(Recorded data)
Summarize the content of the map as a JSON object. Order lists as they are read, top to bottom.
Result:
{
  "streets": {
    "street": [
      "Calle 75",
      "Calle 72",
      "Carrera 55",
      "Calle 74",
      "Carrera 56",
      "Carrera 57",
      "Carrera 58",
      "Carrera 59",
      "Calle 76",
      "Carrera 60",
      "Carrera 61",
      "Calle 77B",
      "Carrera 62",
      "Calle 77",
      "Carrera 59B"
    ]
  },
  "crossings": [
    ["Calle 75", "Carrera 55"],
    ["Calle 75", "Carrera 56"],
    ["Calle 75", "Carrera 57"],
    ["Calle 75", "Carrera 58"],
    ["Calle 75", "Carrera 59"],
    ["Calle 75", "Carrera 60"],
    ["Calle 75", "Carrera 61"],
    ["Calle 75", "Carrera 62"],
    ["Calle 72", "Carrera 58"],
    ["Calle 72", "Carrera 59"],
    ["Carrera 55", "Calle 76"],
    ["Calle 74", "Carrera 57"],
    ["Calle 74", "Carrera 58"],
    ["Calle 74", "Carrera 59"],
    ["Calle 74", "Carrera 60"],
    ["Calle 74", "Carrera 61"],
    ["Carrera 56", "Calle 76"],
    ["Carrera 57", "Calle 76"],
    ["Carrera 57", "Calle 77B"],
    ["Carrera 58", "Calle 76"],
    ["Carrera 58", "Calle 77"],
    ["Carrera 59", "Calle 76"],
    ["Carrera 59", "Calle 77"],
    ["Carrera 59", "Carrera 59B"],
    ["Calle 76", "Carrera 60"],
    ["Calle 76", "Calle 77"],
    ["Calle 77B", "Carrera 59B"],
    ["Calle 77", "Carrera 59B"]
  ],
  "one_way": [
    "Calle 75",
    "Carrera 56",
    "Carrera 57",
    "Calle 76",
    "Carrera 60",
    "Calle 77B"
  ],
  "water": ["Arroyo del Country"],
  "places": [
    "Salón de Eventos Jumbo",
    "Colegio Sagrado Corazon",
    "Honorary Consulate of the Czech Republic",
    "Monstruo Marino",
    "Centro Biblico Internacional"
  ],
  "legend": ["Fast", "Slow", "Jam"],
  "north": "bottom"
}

__Prompt__: Write every record out again exactly.

__Written solution__:
Summarize the content of the map as a JSON object. Order lists as they are read, top to bottom.
Result:
{
  "streets": {
    "street": [
      "Calle 75",
      "Calle 72",
      "Carrera 55",
      "Calle 74",
      "Carrera 56",
      "Carrera 57",
      "Carrera 58",
      "Carrera 59",
      "Calle 76",
      "Carrera 60",
      "Carrera 61",
      "Calle 77B",
      "Carrera 62",
      "Calle 77",
      "Carrera 59B"
    ]
  },
  "crossings": [
    ["Calle 75", "Carrera 55"],
    ["Calle 75", "Carrera 56"],
    ["Calle 75", "Carrera 57"],
    ["Calle 75", "Carrera 58"],
    ["Calle 75", "Carrera 59"],
    ["Calle 75", "Carrera 60"],
    ["Calle 75", "Carrera 61"],
    ["Calle 75", "Carrera 62"],
    ["Calle 72", "Carrera 58"],
    ["Calle 72", "Carrera 59"],
    ["Carrera 55", "Calle 76"],
    ["Calle 74", "Carrera 57"],
    ["Calle 74", "Carrera 58"],
    ["Calle 74", "Carrera 59"],
    ["Calle 74", "Carrera 60"],
    ["Calle 74", "Carrera 61"],
    ["Carrera 56", "Calle 76"],
    ["Carrera 57", "Calle 76"],
    ["Carrera 57", "Calle 77B"],
    ["Carrera 58", "Calle 76"],
    ["Carrera 58", "Calle 77"],
    ["Carrera 59", "Calle 76"],
    ["Carrera 59", "Calle 77"],
    ["Carrera 59", "Carrera 59B"],
    ["Calle 76", "Carrera 60"],
    ["Calle 76", "Calle 77"],
    ["Calle 77B", "Carrera 59B"],
    ["Calle 77", "Carrera 59B"]
  ],
  "one_way": [
    "Calle 75",
    "Carrera 56",
    "Carrera 57",
    "Calle 76",
    "Carrera 60",
    "Calle 77B"
  ],
  "water": ["Arroyo del Country"],
  "places": [
    "Salón de Eventos Jumbo",
    "Colegio Sagrado Corazon",
    "Honorary Consulate of the Czech Republic",
    "Monstruo Marino",
    "Centro Biblico Internacional"
  ],
  "legend": ["Fast", "Slow", "Jam"],
  "north": "bottom"
}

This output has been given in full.